→ **Work task**: Of all the entries below, retype only the lines from the one with "position:absolute; left:486px; top:18px;" through the one with "width:72px; height:72px; fill:#fffc;", exactly as they appear.

Dataset excerpts
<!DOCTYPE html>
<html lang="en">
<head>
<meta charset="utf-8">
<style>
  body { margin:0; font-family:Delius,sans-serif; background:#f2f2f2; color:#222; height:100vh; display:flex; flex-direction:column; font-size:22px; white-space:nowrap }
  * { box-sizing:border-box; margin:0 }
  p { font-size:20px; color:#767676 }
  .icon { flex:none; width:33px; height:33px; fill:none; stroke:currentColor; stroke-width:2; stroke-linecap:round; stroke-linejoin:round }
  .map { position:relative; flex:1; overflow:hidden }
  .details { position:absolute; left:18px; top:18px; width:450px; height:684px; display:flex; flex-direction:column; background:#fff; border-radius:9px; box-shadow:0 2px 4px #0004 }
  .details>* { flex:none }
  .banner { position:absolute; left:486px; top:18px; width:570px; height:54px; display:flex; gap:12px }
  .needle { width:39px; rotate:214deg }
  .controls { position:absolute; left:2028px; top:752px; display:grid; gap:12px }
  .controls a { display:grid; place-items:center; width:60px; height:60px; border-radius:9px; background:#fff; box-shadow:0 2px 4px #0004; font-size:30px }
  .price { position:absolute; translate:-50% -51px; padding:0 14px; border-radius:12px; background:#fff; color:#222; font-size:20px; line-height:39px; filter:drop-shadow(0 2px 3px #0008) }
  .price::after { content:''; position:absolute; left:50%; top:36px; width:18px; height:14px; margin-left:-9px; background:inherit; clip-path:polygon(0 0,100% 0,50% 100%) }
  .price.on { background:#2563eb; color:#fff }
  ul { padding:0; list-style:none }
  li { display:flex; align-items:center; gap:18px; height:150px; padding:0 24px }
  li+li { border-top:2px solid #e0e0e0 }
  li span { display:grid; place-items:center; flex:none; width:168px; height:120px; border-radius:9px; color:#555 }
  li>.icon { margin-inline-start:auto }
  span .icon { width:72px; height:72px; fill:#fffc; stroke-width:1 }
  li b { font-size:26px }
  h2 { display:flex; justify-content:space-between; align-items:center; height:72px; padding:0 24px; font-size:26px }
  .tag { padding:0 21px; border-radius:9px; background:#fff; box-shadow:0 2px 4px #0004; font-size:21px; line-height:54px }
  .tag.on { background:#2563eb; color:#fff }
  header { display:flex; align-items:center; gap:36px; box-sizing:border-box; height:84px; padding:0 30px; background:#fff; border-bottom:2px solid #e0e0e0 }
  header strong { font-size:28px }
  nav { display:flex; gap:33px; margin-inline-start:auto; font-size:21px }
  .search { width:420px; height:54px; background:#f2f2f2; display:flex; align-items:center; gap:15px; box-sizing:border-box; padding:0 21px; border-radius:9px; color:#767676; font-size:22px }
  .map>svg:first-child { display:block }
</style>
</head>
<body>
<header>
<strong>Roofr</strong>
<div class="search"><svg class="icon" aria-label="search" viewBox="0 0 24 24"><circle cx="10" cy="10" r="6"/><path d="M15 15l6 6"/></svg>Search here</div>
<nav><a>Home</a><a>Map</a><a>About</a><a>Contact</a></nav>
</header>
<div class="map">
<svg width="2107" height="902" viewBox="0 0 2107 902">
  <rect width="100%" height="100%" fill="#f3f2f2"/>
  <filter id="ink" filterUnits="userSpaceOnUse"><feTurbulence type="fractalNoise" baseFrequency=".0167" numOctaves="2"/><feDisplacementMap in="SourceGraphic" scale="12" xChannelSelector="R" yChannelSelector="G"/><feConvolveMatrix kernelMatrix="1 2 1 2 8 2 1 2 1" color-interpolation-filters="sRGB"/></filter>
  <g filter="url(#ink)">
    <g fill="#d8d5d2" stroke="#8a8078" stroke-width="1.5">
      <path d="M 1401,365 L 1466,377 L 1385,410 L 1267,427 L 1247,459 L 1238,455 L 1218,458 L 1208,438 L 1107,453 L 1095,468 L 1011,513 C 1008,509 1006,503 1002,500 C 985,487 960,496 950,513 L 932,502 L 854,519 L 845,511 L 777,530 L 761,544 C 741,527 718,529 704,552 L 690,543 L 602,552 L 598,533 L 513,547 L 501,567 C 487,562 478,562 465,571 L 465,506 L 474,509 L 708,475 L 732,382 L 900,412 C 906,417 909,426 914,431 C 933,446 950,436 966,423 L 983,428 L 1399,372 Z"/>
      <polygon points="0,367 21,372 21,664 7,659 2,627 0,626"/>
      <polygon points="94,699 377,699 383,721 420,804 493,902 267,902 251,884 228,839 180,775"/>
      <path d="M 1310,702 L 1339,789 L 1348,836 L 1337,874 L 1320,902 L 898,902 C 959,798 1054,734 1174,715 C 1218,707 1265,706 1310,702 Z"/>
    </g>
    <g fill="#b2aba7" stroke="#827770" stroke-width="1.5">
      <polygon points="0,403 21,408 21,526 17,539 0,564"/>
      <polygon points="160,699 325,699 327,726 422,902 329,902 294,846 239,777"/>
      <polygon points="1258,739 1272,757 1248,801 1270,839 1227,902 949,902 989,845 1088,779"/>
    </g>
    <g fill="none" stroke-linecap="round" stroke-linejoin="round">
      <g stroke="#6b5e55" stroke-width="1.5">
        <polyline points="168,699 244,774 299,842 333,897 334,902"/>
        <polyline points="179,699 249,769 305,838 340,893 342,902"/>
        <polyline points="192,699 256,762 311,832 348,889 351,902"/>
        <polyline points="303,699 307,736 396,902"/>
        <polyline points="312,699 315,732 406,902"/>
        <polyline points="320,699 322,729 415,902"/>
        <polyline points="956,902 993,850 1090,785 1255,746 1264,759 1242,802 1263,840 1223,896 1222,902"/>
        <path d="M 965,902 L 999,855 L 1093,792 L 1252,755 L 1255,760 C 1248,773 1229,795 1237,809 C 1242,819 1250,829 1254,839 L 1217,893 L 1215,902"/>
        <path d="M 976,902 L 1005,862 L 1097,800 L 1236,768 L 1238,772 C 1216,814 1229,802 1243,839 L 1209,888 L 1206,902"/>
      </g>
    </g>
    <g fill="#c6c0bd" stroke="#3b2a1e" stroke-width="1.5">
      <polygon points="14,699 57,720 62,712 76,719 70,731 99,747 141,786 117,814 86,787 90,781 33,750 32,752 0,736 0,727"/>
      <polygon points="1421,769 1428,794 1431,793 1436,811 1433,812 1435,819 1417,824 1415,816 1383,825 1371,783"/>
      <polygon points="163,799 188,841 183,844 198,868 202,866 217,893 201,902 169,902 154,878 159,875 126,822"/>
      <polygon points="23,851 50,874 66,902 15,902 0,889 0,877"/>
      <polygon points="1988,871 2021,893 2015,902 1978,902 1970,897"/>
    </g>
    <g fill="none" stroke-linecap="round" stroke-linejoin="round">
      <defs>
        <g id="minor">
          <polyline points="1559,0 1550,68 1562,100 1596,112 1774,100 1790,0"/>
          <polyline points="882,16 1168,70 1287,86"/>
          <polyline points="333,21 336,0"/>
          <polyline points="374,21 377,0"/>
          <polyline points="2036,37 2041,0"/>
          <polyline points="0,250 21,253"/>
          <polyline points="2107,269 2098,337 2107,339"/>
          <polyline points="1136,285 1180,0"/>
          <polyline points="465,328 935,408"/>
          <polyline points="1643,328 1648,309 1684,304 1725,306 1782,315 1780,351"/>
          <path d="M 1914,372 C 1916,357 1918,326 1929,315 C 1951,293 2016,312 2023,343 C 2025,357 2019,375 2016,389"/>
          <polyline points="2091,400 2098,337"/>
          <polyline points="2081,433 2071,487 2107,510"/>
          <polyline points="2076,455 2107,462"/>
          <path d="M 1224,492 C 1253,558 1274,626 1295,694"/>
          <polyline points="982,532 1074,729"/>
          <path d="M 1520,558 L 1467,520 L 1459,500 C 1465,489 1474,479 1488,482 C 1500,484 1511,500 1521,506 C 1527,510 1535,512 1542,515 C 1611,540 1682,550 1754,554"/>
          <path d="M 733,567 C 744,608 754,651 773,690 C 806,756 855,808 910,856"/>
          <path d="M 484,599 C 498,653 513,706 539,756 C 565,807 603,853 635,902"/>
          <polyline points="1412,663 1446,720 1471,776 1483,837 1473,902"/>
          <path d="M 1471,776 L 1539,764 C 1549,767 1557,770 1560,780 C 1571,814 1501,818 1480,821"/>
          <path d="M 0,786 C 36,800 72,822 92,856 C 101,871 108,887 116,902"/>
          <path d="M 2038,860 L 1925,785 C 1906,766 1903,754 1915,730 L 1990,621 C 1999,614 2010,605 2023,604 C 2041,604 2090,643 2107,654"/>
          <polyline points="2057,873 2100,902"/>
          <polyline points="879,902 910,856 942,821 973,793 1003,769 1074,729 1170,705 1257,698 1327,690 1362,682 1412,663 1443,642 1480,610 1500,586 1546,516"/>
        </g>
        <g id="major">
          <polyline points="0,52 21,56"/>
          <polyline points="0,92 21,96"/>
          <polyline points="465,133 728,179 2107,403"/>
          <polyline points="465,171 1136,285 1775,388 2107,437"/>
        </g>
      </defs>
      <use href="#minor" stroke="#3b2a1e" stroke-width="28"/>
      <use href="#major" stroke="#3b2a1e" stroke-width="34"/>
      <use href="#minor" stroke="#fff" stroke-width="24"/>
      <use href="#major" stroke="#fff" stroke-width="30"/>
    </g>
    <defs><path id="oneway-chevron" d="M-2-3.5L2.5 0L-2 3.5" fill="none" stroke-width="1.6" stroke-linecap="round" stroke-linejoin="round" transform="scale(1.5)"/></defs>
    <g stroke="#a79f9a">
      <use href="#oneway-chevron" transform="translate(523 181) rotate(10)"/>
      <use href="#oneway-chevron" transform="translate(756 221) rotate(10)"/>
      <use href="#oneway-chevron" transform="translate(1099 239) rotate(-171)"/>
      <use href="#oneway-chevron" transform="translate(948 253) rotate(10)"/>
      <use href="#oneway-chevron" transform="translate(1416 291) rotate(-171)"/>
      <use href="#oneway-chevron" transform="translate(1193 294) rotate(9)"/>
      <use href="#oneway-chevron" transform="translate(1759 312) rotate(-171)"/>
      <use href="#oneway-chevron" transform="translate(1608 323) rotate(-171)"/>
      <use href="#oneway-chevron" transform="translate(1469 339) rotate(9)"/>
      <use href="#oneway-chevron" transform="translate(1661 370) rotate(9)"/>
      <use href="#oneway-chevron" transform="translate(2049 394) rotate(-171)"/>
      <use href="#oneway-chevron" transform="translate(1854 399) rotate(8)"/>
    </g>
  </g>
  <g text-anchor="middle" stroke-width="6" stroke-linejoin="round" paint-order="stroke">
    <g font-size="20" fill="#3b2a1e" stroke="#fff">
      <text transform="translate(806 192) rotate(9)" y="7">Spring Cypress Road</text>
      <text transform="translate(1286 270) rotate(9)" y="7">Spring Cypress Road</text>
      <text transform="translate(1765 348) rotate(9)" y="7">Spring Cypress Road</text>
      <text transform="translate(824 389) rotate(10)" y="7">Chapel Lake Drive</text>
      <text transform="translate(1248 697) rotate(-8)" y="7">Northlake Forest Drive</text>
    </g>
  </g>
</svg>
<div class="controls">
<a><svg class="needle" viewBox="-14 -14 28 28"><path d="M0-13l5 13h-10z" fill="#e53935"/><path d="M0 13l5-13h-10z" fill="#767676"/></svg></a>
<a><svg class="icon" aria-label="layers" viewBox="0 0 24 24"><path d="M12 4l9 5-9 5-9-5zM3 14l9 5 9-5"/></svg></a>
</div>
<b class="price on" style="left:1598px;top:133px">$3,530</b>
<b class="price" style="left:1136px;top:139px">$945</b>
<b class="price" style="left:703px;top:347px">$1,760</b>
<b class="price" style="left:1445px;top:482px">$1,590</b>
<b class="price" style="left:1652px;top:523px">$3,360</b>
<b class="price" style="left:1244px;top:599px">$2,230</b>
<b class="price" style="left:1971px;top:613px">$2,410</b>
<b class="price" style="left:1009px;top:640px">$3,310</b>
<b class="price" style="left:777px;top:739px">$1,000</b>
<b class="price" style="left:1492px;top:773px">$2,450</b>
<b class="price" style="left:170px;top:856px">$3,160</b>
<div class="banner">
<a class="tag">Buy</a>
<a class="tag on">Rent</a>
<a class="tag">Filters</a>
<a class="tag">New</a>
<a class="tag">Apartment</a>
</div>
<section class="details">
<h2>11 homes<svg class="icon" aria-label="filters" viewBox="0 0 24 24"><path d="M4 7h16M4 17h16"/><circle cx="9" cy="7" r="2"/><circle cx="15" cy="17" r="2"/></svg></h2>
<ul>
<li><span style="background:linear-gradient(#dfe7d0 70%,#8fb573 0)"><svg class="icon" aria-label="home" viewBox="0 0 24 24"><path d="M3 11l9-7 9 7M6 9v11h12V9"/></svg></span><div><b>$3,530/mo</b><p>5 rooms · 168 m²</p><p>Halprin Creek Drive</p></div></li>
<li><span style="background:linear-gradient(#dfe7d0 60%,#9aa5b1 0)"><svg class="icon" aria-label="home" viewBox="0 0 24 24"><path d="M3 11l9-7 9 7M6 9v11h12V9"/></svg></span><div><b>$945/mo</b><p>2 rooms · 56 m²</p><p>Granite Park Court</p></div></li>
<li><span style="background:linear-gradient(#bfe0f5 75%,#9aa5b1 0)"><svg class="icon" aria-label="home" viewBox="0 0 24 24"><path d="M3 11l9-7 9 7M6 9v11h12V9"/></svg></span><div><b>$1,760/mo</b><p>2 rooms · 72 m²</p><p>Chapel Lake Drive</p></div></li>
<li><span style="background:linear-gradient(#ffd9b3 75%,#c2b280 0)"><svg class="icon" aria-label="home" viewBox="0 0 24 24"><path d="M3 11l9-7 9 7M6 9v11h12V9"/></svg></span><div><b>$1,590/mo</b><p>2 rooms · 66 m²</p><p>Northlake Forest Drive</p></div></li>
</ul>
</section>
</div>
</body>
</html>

→ **Output below**:
  .banner { position:absolute; left:486px; top:18px; width:570px; height:54px; display:flex; gap:12px }
  .needle { width:39px; rotate:214deg }
  .controls { position:absolute; left:2028px; top:752px; display:grid; gap:12px }
  .controls a { display:grid; place-items:center; width:60px; height:60px; border-radius:9px; background:#fff; box-shadow:0 2px 4px #0004; font-size:30px }
  .price { position:absolute; translate:-50% -51px; padding:0 14px; border-radius:12px; background:#fff; color:#222; font-size:20px; line-height:39px; filter:drop-shadow(0 2px 3px #0008) }
  .price::after { content:''; position:absolute; left:50%; top:36px; width:18px; height:14px; margin-left:-9px; background:inherit; clip-path:polygon(0 0,100% 0,50% 100%) }
  .price.on { background:#2563eb; color:#fff }
  ul { padding:0; list-style:none }
  li { display:flex; align-items:center; gap:18px; height:150px; padding:0 24px }
  li+li { border-top:2px solid #e0e0e0 }
  li span { display:grid; place-items:center; flex:none; width:168px; height:120px; border-radius:9px; color:#555 }
  li>.icon { margin-inline-start:auto }
  span .icon { width:72px; height:72px; fill:#fffc; stroke-width:1 }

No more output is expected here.